● **Given data**:
□ □ □ □ □ □ □

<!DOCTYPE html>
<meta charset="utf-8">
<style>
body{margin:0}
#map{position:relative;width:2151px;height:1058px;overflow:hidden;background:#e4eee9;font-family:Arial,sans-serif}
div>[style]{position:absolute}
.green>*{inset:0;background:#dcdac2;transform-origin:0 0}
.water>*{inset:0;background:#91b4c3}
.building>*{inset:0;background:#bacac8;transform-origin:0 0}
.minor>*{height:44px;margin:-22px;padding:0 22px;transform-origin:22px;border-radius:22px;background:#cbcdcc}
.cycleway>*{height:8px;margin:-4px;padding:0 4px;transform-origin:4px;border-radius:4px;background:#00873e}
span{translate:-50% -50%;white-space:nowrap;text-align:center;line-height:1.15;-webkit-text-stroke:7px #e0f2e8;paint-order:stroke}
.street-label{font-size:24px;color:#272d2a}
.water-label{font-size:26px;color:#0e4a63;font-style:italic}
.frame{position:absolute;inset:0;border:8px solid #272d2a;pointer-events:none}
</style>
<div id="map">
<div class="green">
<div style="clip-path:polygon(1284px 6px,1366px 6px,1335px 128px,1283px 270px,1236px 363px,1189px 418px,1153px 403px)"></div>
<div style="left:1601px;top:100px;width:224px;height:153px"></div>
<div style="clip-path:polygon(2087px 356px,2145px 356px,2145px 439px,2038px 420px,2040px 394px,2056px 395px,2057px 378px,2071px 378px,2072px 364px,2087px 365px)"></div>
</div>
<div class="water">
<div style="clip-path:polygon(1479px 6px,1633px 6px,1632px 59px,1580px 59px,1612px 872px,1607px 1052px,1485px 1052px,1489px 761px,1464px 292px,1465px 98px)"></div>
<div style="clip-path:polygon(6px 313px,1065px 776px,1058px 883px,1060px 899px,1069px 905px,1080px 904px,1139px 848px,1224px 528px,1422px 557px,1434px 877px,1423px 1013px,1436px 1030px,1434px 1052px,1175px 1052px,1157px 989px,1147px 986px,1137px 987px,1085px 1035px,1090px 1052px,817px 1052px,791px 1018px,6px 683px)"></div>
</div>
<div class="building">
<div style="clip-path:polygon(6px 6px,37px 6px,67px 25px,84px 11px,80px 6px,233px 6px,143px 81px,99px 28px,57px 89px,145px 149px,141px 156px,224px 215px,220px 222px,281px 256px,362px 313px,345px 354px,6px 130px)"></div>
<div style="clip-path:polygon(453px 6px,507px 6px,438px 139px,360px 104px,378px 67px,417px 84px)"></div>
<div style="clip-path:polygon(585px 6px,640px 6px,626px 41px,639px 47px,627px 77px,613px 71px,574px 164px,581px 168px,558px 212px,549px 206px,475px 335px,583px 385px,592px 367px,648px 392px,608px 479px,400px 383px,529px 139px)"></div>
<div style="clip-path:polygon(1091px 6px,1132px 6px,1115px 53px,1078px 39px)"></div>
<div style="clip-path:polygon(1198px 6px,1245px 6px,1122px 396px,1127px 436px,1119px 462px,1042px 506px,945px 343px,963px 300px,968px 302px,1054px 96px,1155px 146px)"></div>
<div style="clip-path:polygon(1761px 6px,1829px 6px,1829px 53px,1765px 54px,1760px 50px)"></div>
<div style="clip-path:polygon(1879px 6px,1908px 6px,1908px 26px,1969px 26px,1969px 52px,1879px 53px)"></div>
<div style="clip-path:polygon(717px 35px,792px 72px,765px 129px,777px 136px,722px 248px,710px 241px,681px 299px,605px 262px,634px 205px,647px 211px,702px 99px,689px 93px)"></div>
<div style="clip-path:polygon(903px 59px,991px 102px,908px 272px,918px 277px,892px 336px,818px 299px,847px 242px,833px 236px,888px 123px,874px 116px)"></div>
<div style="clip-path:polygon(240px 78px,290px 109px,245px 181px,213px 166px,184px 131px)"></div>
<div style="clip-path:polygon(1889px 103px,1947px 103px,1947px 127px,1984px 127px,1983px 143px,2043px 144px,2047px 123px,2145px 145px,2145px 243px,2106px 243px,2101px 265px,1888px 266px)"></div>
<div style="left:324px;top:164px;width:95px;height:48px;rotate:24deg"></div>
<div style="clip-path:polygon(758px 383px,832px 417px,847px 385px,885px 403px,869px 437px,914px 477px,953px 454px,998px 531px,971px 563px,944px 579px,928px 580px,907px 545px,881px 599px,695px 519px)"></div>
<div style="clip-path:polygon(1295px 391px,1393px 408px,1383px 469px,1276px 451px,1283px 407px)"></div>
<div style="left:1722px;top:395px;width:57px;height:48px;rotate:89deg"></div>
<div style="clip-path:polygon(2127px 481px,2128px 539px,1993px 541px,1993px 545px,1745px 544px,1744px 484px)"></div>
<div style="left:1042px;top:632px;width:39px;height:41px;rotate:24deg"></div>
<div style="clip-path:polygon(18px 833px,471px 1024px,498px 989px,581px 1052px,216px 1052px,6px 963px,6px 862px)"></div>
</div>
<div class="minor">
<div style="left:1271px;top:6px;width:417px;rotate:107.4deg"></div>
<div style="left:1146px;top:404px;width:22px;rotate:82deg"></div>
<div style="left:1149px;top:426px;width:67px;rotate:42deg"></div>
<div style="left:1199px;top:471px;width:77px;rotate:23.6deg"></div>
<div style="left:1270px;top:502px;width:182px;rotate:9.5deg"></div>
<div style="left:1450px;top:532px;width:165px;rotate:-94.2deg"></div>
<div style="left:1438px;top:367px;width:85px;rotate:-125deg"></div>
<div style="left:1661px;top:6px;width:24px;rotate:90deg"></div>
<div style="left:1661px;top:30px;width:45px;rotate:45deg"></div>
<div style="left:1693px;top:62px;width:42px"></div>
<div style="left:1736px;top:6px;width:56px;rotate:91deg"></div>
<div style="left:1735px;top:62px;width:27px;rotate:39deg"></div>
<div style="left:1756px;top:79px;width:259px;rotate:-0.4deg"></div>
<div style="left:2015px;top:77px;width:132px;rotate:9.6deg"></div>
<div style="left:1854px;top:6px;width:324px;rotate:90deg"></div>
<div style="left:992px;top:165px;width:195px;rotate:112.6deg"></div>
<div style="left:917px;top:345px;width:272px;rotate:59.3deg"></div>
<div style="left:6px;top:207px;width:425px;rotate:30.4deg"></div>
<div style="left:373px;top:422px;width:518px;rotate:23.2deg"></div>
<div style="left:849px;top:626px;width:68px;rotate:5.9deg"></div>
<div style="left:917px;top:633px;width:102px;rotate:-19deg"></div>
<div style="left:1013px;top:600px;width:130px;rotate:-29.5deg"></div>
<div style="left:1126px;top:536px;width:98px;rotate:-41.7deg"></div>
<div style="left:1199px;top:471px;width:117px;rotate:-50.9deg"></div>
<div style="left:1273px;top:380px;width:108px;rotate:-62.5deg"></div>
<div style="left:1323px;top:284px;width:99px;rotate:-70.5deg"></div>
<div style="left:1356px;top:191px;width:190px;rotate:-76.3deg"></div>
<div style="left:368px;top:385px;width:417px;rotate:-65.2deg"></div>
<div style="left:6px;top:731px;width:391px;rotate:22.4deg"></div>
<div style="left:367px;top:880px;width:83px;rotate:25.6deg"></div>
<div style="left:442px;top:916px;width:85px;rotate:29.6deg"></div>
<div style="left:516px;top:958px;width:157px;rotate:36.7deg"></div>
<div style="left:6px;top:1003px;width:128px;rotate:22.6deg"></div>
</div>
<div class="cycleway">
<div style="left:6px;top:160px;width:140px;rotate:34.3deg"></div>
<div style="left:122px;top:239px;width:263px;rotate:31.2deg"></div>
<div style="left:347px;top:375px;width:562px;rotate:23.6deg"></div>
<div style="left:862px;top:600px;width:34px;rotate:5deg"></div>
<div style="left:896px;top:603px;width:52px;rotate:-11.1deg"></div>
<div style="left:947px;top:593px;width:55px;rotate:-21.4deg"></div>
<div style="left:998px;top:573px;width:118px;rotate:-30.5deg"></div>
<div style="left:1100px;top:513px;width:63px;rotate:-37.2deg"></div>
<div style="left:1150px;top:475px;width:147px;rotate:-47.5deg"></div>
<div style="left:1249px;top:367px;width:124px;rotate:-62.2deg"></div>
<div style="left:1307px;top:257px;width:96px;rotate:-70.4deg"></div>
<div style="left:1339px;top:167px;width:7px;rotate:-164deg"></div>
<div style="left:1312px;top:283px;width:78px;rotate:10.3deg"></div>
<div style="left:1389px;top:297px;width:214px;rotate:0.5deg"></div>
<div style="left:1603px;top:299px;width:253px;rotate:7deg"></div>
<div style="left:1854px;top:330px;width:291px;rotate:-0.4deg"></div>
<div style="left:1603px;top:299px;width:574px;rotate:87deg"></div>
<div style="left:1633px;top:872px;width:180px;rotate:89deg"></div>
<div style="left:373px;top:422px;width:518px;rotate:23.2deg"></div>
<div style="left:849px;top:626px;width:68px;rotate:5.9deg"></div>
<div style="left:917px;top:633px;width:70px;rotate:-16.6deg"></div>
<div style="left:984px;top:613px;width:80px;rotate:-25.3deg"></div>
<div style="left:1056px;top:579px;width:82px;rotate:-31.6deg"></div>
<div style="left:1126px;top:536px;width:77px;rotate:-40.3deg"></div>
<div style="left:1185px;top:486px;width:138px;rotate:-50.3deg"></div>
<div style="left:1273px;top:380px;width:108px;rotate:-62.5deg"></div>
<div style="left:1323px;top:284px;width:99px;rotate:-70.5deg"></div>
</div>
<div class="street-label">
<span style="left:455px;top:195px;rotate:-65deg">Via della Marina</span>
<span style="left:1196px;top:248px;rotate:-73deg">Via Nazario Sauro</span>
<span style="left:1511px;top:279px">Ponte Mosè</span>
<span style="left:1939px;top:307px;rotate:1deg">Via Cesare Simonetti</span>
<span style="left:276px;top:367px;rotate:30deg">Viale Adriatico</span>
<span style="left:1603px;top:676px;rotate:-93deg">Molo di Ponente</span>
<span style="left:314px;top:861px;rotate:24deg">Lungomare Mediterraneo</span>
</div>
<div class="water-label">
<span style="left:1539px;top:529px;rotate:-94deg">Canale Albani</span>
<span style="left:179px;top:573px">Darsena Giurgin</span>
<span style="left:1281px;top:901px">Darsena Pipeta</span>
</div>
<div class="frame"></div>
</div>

□ □ □ □ □ □ □

● **Problem**: Every line of the records containing the word "Darsena" must appear in the answer.

● **Solution to this task**:
<span style="left:179px;top:573px">Darsena Giurgin</span>
<span style="left:1281px;top:901px">Darsena Pipeta</span>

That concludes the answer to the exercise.